Expanding is the easiest way to solve this problem. The idea is simple, we repeat an item as many as the weight value after translation the value into integer. This method is proper for that an item won't be repeat too many time.

In this solution, you can add a new item easily. But removing or changing the value will still cost a lot. The following codes shows how to do it.

import java.util.*;

class ExpandingWeightRandom {
    ArrayList<Integer> items = new ArrayList<Integer>();

    void addItem(int item, int weight) {
        for(int i = 0; i < weight; i++) {
            items.add(item);
        }
    }

    void removeItem(int item) {
        int start = -1;
        for(int i = 0; i < items.size(); i++) {
            if (items.get(i) == item){
                start = i;
                break;
            }
        }
        int end = start + 1;
        for (; end < items.size(); end++) {
            if (items.get(i) != item) break;
        }
        items.removeRange(start, end);
    }

    int chooseOne() {
        if (items.isEmpty()) return 0;

        return items.get(Random.nextInt(items.size() - 1))
    }
}

In-place (Unsorted)

As it is said above, if the weight value is very large, say 412308312, it will be not even possible to use expanding at all. Here we have another simple solution.

Instead of using an ArrayList, we use a HashMap to keep the item as well as its weight value in record. Each time we generate a random number between zero and the total weight value in storage. Then we iterate through the items, sum up the weight values processed. The iterate should terminated when we have an item that, before added the weight value of it, the sum of processed weight is smaller or equal to the random number, and after that, the sum exceed. This item will be the item we choose.

import java.util.*;

class InPlaceWeightRandom {
    HashMap<Integer, Integer> weightsMap = new HashMap<Integer, Integer>();
    int totalWeight = 0;

    void putItem(int item, int weight) {
        if (weightsMap.containsKey(item)) {
            totalWeight -= weight;
        }
        weightsMap.put(item, weight);
        totalWeight += weight;
    }

    void removeItem(int item) {
        if (weightsMap.containsKey(item)) {
            totalWeights -= weightMap.get(item);
            weightsMap.remove(item);
        }
    }

    int chooseOne() {
        int sum = 0; 
        int random = Random.nextInt(totalWeights - 1);
        for(Map.Entry<Integer, Integer> entry: weightsMap) {
            sum += entry.getValue();
            if (sum > random) return entry.getKey();
        }
        return 0;
    }
}

This method is quite good, it is space efficient and to add, remove and change item are all operations with little time cost. It can handles item with any large weight. But to choose an item has an time complexity of $O(N)$ . This is probably unacceptable in some cases.

In-place(sorted)

To improve the In-place algorithm above, we can develop an sorted version of it. This technique uses greedy strategy and will improve the picking a lot. At first, we have the following observation, the larger a weight is added to sum in the code above, the less is left to reach random, and the sooner the iteration will ends. So if we let the iteration starts from the largest weight to the smallest, the iteration will ends the soonest.

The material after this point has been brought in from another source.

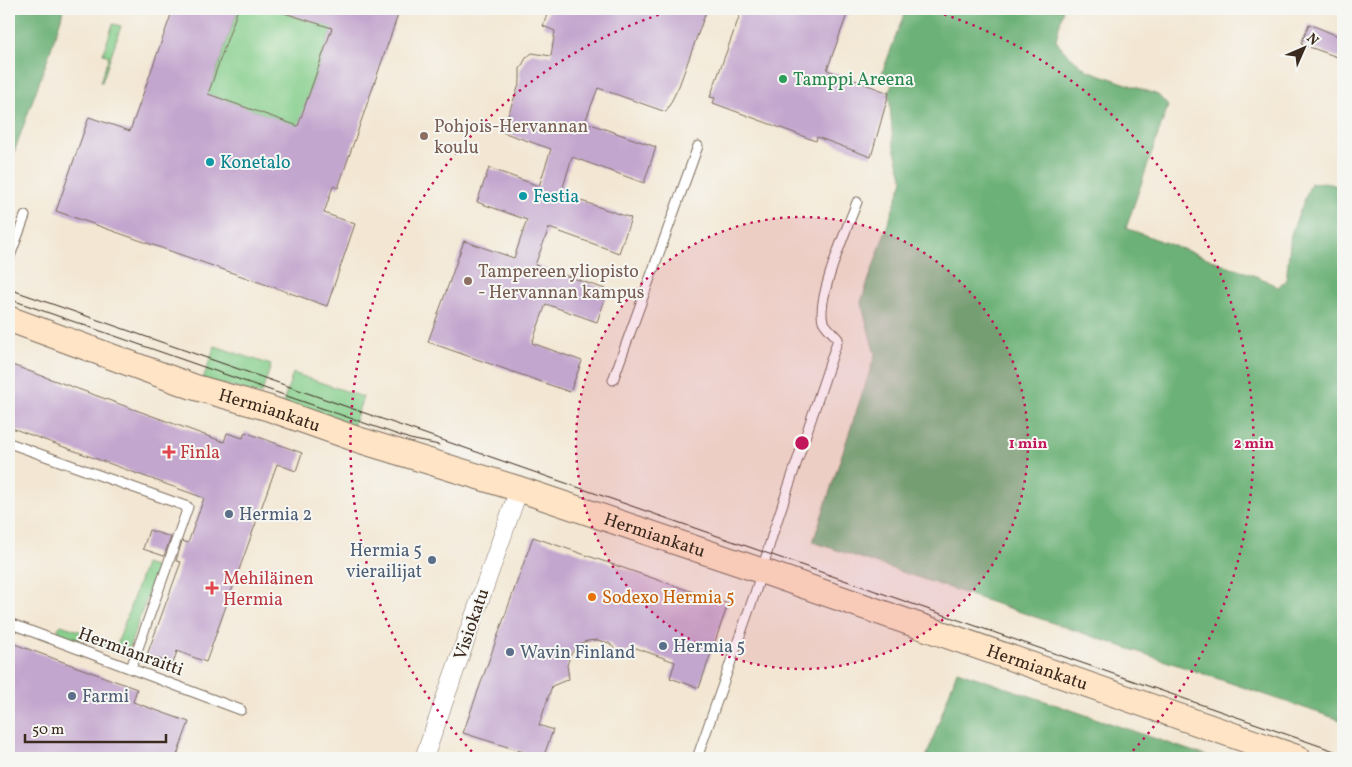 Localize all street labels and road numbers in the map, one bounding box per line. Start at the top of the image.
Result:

The codes below implement this sored In-place algorithm:

import java.util.*;

class InPlaceWeightRandom {
    int totalWeight = 0;
    ArrayList<Map.Entry<Integer, Integer>> weightsList = new ArrayList<Map.Entry<Integer, Integer>>()

    void addItem(int item, int weight) {
        weightsList.add(new Map.Entry<Integer, Integer>(item, weight));
        collections.sort(weightsList, 
            new Comparator<Map.Entry<Integer, Integer>>() {
                int compare(Map.Entry<Integer, Integer> a, Map.Entry<Integer, Integer> b) {
                    if (b.getValue() > a.getValue()) return 1;
                    else if (b.getValue() < a.getValue()) return -1;
                    else return b.getKey().compareTo(a.getKey());
                }
            }
        );

        totalWeights += weight;
    }

    void removeItem(int item) {
        Map.Entry itemEntry = null;
        for (Map.Entry entry : weightsList) {
            if (entry.getKey() == item) itemEntry = entry;
        }
        if (itemEntry != null) {
            weightsList.remove(entry);
            totalWeights -= weight;
        }
    }

    int chooseOne() {
        int sum = 0; 
        int random = Random.nextInt(totalWeights - 1);
        for (Map.Entry<Integer, Integer> entry : weightsList) {
            sum += entry.getValue();
            if (sum > random) {
                return entry.getKey();
            }
        }
        return 0;
    }
}

As to maintain the order of weightsList, we have to sort the list every time we added a new element. We can also give a protocol to add several element first before sort. But no matter how we change the implementation, this algorithm is generally costly when adding and removing elements. Choosing is a little faster than the older in-place algorithm but not that much.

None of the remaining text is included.